Algérie-Eco : Le nouveau gouvernement sera installé prochainement, quelles sont les questions économiques et financières prioritaires à votre avis ?

El Besseghi : La prestation de serment terminée, l’Algérie a un président de la république en la personne d’Abdelmadjid Tebboune, qui entre de plain-pied dans un programme déjà annoncé dans le cadre de sa campagne électorale. Il s’agit d’introduire des réformes appropriées à l’économie, en administrant une thérapeutique à hauteur du mal qui ronge le pays.

Le préalable de toute amorce d’une sérieuse relance économique passe par la mise en place de canaux de communication avec toutes les parties et le rétablissement de la confiance largement altérée par un système mafieux.

Si l’intention d’un véritable dialogue, serein et sincère, pour aboutir à un résultat concret et agir pour le mieux, est instaurée, il y a toutes les chances de faire adhérer le peuple pour l’essor économique du pays.

Plusieurs sujets d’ordre politique déjà classés comme prioritaires par le président de la République, nécessiteront des délais incompressibles pour leur traitement, mais il peut déjà y avoir des signaux forts à émettre pour donner de la crédibilité à la démarche et entraîner l’ensemble des acteurs dans la conduite du changement et des réformes nécessaires au décollage de l’économie avec toutes les retombées positives que cela peut avoir sur la société dans son ensemble.

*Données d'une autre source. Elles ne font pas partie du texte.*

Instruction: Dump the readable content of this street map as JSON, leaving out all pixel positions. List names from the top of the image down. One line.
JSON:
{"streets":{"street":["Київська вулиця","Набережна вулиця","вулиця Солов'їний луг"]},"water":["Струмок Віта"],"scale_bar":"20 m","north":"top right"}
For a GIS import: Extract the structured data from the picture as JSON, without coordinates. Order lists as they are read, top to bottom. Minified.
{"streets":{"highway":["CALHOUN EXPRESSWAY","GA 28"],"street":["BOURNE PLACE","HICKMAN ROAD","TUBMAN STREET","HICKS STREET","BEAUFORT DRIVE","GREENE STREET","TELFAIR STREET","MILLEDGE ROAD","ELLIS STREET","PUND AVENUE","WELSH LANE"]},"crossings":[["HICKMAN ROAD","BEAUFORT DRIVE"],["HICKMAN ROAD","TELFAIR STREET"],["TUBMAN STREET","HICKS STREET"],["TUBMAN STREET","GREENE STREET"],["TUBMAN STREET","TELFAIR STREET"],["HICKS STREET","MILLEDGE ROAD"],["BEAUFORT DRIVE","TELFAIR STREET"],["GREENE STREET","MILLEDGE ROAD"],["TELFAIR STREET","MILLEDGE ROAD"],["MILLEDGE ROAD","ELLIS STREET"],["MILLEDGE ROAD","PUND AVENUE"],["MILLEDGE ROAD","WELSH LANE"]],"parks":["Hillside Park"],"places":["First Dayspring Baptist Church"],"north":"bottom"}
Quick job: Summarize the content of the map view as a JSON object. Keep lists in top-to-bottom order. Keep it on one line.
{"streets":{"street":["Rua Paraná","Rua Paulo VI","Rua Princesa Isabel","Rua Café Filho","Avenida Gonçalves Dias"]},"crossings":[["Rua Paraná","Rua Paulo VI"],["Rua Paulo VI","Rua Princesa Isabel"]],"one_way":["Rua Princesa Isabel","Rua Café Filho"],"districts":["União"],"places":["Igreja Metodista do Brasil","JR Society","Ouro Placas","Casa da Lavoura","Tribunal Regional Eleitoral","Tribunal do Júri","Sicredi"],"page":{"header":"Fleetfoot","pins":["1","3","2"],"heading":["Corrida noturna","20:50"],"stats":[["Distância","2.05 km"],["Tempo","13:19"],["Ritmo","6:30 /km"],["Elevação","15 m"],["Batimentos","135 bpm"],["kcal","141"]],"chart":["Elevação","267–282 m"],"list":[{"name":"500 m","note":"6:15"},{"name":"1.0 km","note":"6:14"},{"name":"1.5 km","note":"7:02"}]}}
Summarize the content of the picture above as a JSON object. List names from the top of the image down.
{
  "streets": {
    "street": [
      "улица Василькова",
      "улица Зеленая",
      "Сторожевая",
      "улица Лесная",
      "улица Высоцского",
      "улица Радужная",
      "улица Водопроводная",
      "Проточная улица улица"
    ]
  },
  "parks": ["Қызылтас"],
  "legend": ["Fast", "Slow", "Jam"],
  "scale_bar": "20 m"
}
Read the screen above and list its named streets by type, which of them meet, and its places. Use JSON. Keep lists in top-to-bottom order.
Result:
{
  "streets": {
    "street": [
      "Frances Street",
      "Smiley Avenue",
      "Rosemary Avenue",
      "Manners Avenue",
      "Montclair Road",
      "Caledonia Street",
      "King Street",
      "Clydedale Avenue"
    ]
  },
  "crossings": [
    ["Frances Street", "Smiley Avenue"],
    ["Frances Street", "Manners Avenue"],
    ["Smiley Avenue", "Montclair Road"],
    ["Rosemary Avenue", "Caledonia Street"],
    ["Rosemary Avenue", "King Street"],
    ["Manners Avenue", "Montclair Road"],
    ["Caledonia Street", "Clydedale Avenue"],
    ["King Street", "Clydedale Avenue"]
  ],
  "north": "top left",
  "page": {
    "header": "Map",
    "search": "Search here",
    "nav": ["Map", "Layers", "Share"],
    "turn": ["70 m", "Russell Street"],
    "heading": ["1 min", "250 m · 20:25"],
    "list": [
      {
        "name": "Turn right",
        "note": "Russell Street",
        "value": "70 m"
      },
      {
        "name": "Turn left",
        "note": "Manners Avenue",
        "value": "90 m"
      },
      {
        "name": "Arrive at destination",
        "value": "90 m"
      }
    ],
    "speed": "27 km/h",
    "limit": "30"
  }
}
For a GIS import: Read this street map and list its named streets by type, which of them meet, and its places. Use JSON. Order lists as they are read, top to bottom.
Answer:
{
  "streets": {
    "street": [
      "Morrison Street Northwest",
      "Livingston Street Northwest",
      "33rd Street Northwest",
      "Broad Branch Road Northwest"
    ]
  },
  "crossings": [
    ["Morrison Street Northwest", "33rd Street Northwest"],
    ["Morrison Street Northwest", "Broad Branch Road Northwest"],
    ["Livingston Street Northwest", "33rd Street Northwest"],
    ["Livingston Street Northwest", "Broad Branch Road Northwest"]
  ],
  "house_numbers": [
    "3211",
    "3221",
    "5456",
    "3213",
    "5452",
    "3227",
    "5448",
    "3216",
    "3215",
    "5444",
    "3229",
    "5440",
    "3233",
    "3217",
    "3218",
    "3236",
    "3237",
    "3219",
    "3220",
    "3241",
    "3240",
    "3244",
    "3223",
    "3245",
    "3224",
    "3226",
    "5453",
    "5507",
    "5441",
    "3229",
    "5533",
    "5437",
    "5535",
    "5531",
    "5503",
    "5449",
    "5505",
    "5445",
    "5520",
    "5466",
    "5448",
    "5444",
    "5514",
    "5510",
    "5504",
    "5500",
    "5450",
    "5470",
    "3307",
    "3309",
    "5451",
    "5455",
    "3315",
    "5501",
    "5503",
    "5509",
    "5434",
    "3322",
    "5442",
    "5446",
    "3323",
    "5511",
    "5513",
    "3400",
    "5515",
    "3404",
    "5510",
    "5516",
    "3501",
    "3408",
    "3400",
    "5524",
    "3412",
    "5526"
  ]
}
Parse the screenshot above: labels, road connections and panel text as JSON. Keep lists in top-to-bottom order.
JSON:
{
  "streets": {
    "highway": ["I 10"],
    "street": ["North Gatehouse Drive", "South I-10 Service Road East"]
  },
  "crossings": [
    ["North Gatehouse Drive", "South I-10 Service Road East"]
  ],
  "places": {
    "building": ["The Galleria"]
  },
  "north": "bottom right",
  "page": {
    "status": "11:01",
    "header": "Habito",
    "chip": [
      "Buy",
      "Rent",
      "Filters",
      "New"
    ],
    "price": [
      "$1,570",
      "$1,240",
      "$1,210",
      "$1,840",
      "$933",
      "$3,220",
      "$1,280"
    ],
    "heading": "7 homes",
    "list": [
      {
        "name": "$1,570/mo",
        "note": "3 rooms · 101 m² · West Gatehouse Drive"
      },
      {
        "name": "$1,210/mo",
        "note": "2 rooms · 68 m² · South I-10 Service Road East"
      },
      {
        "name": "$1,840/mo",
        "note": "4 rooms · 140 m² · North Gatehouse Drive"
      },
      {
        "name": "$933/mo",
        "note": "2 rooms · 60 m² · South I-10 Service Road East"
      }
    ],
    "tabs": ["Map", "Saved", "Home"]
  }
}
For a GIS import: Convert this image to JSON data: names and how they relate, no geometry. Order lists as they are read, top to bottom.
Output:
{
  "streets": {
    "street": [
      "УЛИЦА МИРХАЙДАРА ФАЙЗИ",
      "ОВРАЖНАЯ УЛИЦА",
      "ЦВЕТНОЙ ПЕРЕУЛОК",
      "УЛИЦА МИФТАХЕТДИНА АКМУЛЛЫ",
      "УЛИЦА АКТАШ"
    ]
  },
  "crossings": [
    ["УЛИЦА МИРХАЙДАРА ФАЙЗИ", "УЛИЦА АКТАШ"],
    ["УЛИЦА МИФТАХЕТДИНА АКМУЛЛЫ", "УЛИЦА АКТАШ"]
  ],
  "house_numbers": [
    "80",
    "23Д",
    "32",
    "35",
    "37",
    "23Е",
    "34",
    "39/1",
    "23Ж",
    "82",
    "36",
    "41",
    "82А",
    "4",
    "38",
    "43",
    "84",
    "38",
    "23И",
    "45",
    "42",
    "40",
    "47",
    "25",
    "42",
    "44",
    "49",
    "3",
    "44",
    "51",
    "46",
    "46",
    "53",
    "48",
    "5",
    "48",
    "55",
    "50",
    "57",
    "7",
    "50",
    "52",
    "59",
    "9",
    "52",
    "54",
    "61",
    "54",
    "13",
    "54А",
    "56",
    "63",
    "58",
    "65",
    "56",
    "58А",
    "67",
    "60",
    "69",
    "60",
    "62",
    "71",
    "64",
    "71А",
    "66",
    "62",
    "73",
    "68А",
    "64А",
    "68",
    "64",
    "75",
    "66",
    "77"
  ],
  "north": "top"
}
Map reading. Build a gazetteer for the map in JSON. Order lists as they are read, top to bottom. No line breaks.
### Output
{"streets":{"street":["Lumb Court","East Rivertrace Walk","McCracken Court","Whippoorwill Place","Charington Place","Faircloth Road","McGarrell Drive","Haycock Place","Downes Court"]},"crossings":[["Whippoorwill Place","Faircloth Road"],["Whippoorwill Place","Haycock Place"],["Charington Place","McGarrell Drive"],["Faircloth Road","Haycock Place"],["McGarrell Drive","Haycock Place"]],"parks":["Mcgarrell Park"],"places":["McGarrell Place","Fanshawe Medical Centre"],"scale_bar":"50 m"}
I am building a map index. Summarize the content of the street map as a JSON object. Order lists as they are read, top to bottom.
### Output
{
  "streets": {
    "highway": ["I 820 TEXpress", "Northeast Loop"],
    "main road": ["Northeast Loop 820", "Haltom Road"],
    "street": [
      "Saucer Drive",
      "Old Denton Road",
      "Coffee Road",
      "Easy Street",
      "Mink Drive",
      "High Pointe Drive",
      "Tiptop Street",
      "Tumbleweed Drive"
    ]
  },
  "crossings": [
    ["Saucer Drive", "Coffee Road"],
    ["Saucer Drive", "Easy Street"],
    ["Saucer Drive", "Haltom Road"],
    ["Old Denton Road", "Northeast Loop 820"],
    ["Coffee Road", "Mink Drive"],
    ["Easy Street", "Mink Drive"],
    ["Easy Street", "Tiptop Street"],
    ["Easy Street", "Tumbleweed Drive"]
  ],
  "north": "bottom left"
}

Le « hirak » (ou les « hiraks » selon l’angle de vue), véritable contre-pouvoir composite, s’est longuement exprimé, sur divers points de façon précise : l’indépendance de la justice, l’alternance du pouvoir, la liberté de la presse, etc. Il doit trouver des réponses concrètes qui ne sont pas exclusivement d’ordre socio-économique, mais plutôt multidimensionnelles. Le fait d’être écouté, le ressenti que l’on éprouve lorsqu’on est sincèrement convaincu de l’attention portée aux difficultés de l’autre, la bonne intention partagée, visant la recherche effrénée de solutions aux problèmes posés, sont en à eux seuls une excellente amorce.

Ceci étant dit, le premier gouvernement de cette seconde république doit se mettre immédiatement à l’œuvre, dégripper la machine économique et la relancer sur de bonnes bases. Au passage, il faut dire nécessairement que la mission du gouvernement doit être consolidé afin de gommer l’attitude d’un exécutif réduit à constater, rendre compte et répercuter des ordres. La dimension émancipatrice de l’action gouvernementale doit se mesurer à la valeur ajoutée qu’il peut apporter.

Plus d’onze mois de ralenti ou plutôt de léthargie ont certainement coûté une fortune au trésor public. La croissance économique est en berne, plusieurs dossiers sont en attente faute de décision et de stabilité qui ne pouvaient se concevoir que dans une légitimité institutionnelle. On ne peut s’accommoder d’une autre phase d’attente, le futur exécutif doit s’investir totalement, prendre résolument les dossiers brûlants à bras-le-corps en les traitants au fil de l’eau. Il doit gérer le présent tout en envisageant l’avenir pour la concrétisation des 54 engagements du président de la République fraîchement installé.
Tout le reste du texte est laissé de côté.